(Saved entries)
□ □ □ □ □

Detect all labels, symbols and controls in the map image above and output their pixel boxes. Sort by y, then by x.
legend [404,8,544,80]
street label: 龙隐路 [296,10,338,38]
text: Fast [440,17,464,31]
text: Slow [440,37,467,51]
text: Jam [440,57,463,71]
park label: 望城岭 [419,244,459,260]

□ □ □ □ □

▶ [PROBLEM STATEMENT]: Print all the records precisely.

▶ [SOLVED EXERCISE]:
Detect all labels, symbols and controls in the map image above and output their pixel boxes. Sort by y, then by x.
legend [404,8,544,80]
street label: 龙隐路 [296,10,338,38]
text: Fast [440,17,464,31]
text: Slow [440,37,467,51]
text: Jam [440,57,463,71]
park label: 望城岭 [419,244,459,260]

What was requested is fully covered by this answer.